Her ne kadar fiilen seferle başlamadıysa da açılış töreni çok daha önce Cumhurbaşkanı Sayın Recep Tayyip Erdoğan tarafından 1 Kasım 2020’de yapılmıştı.
Dünde projenin ortaklarından olan Avrupa Birliği’nin bir grup büyükelçisi eşleriyle birlikte Samsun’daydılar. Ortak oldukları Samsun-Sivas(Kalın) Demiryolu hattını Samsun-Kavak-Samsun arasında kısa bir yolculuk yaparak denetlediler!
Her ne kadar hat tam kapasite faaliyete geçmese de geçmesi oldukça zor görünse de yine de hayırlı uğurlu olsun.
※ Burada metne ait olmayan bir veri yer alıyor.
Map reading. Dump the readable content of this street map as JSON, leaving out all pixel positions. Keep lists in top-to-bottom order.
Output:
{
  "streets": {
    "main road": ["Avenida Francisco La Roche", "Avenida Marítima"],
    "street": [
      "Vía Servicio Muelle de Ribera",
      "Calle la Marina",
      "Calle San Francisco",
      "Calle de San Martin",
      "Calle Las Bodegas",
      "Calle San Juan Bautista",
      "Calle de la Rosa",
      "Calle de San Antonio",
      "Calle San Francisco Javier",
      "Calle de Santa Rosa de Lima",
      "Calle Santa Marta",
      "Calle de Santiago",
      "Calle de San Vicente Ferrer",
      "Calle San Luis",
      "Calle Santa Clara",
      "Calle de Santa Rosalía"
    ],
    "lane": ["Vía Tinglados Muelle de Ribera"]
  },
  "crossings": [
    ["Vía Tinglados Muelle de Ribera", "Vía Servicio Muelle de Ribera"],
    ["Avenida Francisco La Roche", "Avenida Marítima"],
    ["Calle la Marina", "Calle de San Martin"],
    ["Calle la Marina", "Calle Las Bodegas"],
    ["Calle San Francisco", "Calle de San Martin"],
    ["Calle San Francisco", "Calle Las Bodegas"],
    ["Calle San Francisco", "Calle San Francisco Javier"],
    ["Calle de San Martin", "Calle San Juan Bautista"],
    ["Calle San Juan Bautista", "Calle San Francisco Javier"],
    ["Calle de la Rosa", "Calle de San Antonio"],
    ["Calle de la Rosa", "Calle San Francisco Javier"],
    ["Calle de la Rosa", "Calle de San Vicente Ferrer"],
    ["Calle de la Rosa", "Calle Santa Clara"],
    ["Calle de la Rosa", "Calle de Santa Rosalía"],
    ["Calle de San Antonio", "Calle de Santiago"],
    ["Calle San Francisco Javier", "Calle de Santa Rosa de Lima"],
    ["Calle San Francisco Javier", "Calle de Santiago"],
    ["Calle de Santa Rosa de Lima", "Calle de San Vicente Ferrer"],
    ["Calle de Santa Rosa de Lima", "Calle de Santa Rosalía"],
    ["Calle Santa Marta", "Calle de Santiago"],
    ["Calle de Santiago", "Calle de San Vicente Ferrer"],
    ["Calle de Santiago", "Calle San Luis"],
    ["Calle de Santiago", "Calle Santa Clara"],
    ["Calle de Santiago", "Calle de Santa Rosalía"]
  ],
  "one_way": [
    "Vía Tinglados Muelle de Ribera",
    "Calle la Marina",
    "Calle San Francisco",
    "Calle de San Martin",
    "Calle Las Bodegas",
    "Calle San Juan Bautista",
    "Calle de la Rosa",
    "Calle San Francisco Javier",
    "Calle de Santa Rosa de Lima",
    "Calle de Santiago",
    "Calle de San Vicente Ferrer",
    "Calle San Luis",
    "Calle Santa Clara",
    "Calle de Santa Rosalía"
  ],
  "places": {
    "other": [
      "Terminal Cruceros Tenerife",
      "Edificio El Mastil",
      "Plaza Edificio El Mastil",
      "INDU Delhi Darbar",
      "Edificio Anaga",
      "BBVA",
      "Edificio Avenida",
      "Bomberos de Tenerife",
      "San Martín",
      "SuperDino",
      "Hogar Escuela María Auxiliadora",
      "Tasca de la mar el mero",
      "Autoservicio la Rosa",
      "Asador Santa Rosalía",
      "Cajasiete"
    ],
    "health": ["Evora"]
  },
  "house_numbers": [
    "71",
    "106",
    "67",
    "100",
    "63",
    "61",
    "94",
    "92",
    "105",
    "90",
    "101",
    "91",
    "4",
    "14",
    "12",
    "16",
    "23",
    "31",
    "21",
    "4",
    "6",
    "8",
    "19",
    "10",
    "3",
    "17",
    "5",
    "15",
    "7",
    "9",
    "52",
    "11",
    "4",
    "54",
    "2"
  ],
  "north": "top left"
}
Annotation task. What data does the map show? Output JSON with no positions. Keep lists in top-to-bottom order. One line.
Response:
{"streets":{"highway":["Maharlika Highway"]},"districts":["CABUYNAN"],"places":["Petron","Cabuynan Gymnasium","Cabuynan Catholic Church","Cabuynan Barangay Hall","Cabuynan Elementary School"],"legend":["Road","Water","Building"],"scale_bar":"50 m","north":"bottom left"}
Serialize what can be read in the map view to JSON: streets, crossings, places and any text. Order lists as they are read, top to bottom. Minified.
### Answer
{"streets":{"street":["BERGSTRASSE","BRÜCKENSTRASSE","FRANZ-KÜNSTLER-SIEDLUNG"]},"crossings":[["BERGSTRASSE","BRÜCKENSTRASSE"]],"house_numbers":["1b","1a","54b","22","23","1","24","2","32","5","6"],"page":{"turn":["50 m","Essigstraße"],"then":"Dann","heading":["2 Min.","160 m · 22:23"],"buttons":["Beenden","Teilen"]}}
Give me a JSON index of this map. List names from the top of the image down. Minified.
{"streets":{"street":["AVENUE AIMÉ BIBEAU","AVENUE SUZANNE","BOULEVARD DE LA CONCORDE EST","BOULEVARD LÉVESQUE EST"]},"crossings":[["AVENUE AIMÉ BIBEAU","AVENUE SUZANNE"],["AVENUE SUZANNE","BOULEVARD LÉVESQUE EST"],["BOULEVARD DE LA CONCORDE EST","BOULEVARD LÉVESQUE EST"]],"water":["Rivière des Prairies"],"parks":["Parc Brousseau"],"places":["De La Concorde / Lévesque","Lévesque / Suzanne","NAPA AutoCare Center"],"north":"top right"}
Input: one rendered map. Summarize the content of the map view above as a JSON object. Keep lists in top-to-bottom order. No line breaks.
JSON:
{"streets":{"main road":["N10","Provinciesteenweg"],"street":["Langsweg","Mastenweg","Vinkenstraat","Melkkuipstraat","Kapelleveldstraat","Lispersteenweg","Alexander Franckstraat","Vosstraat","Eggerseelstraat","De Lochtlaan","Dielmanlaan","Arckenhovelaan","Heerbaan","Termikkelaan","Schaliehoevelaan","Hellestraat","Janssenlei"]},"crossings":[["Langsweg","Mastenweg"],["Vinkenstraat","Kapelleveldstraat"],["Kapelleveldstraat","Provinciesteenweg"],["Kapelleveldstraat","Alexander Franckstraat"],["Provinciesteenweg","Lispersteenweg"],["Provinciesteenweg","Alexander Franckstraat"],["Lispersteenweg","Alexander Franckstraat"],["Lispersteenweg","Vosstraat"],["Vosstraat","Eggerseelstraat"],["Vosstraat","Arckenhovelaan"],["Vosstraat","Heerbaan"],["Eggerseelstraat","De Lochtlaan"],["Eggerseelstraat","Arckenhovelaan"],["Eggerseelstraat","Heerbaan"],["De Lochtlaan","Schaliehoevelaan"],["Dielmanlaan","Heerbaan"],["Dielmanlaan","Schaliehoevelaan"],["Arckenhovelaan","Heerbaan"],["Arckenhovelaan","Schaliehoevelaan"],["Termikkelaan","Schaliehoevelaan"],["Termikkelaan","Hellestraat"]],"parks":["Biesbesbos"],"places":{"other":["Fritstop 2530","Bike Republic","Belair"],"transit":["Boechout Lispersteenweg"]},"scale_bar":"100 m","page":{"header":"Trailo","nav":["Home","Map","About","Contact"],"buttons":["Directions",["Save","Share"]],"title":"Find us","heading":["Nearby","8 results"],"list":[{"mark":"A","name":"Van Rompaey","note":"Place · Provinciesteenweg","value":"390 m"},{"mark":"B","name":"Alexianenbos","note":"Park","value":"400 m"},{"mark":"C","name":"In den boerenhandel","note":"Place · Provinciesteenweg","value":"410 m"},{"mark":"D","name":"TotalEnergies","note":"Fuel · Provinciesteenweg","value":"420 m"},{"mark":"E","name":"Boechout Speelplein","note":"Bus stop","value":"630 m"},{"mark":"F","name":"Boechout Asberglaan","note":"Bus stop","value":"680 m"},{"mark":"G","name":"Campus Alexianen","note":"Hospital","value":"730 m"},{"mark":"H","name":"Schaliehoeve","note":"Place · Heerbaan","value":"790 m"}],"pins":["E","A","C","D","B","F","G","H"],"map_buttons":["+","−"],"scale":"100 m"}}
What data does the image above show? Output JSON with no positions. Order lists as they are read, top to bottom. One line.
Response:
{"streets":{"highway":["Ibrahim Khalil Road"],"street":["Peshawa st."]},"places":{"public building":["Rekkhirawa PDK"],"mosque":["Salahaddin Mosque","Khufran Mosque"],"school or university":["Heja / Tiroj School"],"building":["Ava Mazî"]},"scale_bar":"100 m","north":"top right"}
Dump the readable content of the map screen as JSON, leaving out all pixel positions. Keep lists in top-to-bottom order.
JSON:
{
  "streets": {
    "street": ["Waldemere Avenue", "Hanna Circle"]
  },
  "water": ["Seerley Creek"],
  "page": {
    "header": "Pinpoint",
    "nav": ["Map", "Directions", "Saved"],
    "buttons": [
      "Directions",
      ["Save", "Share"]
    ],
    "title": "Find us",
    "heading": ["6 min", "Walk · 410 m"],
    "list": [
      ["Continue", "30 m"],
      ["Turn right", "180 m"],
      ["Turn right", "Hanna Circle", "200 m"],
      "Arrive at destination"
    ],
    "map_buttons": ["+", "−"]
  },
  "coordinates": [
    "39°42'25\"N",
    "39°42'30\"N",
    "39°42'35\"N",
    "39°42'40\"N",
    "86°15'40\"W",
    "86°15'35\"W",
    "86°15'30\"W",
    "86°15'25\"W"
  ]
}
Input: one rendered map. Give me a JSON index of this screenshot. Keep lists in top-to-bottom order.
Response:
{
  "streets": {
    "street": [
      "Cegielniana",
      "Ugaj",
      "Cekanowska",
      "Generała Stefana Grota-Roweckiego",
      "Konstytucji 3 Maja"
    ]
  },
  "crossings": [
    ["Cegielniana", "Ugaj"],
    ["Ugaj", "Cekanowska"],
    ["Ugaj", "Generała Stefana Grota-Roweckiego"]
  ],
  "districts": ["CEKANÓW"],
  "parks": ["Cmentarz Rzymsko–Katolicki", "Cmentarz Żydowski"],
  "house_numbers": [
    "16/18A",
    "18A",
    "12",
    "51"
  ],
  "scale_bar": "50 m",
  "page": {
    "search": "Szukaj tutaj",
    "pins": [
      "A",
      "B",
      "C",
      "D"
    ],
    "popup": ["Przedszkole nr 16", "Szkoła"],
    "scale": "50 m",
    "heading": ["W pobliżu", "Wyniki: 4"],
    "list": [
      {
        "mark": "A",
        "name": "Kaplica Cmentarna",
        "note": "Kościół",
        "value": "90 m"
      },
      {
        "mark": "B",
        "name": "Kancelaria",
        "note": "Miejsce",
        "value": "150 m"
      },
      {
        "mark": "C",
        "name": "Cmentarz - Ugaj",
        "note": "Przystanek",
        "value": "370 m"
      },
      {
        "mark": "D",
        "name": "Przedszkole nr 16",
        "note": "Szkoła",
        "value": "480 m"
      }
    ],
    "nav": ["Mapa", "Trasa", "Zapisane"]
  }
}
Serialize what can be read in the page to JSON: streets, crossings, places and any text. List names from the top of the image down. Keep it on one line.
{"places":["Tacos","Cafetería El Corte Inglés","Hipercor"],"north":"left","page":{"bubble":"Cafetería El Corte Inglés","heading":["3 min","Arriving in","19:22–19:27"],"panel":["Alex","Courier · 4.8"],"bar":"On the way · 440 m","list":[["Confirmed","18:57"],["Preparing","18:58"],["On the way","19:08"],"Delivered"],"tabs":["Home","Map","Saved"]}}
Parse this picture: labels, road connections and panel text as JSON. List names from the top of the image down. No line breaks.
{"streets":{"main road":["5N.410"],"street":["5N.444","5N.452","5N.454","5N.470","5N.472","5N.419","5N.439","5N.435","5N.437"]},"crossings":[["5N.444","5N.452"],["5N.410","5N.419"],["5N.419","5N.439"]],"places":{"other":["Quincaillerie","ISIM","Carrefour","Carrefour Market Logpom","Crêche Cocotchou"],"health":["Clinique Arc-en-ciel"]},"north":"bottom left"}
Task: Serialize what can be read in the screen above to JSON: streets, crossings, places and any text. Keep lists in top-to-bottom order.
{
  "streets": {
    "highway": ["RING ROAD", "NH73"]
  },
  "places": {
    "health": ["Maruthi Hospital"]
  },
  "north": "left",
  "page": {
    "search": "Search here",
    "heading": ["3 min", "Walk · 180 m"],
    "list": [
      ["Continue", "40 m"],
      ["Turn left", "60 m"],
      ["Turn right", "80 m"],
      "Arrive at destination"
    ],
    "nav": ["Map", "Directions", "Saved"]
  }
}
Hat açılmasına açıldı ama mutlaka cevaplanması gereken bir büyük soru ve nasıl çözüleceği bir türlü bilinmeyen daha büyük bir sorunla.
Her ikisini de yazacağım ama önce büyük soruyla başlayacağım. Sorunu da kısmet olursa yarın yazarız inşallah.
Büyük soru dediğim 72 milyon avroluk bir soru. Bugünün kuruyla tamı tamına 1 milyar 326 milyon 696 bin Türk lirası.
2023 bütçesinde sosyal konut finansmanı için 10 milyar, aile destek programı için 7.5 milyar, yoksul ailelere elektrik desteği için 4.8 milyar ve koruyucu aile uygulaması için de 713 milyon Türk lirası ayrıldığını düşünürsek rakamın büyüklüğü daha net anlaşılır.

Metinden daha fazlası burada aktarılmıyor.